(Stored data)
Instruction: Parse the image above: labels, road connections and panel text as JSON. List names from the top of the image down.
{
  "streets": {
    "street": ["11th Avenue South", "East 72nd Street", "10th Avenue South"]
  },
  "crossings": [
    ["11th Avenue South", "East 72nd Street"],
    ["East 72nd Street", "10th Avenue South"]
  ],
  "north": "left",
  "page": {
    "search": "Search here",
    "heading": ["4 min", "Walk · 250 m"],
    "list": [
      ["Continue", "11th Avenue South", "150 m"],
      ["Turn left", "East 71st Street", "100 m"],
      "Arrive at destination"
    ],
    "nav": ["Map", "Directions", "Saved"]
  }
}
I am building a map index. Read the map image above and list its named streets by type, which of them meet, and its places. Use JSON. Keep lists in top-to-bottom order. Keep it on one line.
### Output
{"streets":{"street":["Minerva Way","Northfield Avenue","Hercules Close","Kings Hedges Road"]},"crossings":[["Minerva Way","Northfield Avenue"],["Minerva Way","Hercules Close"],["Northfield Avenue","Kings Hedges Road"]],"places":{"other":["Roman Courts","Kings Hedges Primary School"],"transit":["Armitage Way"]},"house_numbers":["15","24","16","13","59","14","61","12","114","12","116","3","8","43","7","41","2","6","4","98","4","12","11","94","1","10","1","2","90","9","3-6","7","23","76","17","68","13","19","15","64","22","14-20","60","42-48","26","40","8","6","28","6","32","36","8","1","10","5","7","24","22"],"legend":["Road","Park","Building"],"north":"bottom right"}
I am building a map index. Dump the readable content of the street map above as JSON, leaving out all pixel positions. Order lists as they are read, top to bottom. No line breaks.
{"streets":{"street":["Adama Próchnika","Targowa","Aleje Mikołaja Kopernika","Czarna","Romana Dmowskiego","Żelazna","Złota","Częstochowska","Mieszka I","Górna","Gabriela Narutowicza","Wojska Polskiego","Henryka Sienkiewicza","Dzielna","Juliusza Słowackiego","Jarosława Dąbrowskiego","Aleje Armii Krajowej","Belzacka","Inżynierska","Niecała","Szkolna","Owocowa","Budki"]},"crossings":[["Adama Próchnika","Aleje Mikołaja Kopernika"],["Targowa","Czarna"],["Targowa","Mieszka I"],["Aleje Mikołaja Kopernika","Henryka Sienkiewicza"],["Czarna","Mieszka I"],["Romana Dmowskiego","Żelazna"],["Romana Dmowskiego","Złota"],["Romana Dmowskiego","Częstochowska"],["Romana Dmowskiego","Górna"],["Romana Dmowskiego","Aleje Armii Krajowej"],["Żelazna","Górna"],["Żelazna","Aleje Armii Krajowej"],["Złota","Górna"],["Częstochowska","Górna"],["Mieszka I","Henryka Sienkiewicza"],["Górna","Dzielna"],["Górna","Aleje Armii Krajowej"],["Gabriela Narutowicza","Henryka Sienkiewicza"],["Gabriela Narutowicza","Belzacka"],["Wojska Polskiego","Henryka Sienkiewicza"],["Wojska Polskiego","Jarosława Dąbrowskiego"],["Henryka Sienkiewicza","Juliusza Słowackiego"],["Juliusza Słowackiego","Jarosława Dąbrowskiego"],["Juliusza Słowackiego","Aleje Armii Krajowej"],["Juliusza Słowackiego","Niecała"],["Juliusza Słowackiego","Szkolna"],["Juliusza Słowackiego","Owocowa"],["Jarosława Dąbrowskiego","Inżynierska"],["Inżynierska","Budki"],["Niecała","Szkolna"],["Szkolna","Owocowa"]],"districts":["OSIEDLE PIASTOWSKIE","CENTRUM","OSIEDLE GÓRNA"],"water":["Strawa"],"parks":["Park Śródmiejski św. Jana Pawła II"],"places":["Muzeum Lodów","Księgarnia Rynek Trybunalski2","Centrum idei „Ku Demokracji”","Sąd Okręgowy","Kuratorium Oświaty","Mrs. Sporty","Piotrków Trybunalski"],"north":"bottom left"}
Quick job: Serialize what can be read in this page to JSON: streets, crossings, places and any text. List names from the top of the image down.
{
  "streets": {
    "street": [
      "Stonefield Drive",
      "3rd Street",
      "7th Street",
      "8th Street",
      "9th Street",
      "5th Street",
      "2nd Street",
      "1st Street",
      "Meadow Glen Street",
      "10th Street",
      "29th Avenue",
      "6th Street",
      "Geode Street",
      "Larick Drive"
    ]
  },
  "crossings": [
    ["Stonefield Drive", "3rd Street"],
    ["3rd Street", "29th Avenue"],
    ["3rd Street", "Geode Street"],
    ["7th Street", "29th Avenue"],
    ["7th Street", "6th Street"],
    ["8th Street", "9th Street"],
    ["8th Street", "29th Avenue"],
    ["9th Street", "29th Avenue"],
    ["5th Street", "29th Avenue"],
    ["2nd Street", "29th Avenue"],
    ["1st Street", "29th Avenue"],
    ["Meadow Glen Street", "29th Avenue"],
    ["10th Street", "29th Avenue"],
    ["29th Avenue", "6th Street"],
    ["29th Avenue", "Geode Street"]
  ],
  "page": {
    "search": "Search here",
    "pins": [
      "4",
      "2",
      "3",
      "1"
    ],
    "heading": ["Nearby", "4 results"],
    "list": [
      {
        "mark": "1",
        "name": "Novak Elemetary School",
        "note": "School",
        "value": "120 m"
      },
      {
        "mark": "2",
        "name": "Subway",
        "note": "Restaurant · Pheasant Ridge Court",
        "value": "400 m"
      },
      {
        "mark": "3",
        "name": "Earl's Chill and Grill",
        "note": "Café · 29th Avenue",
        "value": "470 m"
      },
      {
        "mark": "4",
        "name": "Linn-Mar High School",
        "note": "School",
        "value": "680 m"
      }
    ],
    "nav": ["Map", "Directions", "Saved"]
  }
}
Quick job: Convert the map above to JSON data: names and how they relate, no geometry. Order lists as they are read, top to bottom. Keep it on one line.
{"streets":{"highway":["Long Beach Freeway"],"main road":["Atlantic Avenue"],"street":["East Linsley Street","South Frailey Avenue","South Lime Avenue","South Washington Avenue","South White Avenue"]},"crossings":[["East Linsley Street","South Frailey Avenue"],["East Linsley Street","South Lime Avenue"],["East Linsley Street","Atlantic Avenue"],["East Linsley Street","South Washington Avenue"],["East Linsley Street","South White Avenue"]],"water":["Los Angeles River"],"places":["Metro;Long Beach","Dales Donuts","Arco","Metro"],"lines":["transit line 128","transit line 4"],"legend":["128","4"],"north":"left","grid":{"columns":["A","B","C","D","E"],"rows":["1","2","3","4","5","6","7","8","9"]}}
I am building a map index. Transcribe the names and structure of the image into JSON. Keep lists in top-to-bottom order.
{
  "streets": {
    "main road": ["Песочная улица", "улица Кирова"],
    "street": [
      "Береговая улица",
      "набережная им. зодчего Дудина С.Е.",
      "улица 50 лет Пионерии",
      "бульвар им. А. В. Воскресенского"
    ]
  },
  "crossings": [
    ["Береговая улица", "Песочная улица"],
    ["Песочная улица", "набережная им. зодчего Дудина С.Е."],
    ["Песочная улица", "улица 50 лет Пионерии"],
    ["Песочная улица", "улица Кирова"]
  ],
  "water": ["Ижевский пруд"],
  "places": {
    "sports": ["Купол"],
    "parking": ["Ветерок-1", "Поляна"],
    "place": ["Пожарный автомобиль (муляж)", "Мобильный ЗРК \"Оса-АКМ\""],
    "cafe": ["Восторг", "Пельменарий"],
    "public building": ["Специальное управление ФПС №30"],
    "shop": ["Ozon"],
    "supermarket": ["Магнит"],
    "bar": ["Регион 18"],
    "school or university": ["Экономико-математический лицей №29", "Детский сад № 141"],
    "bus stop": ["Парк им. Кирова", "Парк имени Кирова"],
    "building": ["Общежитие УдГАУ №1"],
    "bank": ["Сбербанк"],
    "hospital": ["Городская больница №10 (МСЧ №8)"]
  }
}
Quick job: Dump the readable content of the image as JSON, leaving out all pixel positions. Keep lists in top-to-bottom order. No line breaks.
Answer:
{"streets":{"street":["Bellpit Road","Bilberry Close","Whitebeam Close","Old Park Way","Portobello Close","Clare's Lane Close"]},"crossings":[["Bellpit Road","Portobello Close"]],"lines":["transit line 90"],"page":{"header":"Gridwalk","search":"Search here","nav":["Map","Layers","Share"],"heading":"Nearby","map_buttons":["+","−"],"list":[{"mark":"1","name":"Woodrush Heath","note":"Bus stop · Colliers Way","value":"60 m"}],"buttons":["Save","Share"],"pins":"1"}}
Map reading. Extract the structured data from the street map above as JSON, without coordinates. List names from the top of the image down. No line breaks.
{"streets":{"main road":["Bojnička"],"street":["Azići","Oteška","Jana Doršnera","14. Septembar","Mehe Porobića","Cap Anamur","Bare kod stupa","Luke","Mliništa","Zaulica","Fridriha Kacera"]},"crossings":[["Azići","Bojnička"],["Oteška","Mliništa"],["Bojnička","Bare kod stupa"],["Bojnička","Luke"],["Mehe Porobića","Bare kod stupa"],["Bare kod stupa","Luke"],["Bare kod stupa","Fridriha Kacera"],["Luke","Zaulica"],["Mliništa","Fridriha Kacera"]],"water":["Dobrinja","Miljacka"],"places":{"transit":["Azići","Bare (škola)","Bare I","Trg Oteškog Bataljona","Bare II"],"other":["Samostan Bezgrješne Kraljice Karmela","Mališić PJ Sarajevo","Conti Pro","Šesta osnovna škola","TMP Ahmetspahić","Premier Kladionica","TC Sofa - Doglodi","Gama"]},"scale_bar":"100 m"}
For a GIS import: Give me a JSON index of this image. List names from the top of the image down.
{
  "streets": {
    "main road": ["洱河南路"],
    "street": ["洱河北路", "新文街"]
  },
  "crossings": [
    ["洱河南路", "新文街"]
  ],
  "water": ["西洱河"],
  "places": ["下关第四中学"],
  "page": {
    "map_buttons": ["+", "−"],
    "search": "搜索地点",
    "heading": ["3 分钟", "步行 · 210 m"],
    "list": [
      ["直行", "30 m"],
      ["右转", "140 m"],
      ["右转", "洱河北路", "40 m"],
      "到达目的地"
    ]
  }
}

### EXERCISE BRIEF
Across the records above, how many lines does the word "Meadow" appear on? Reply with the number only.

### ANSWER TO THE EXERCISE
2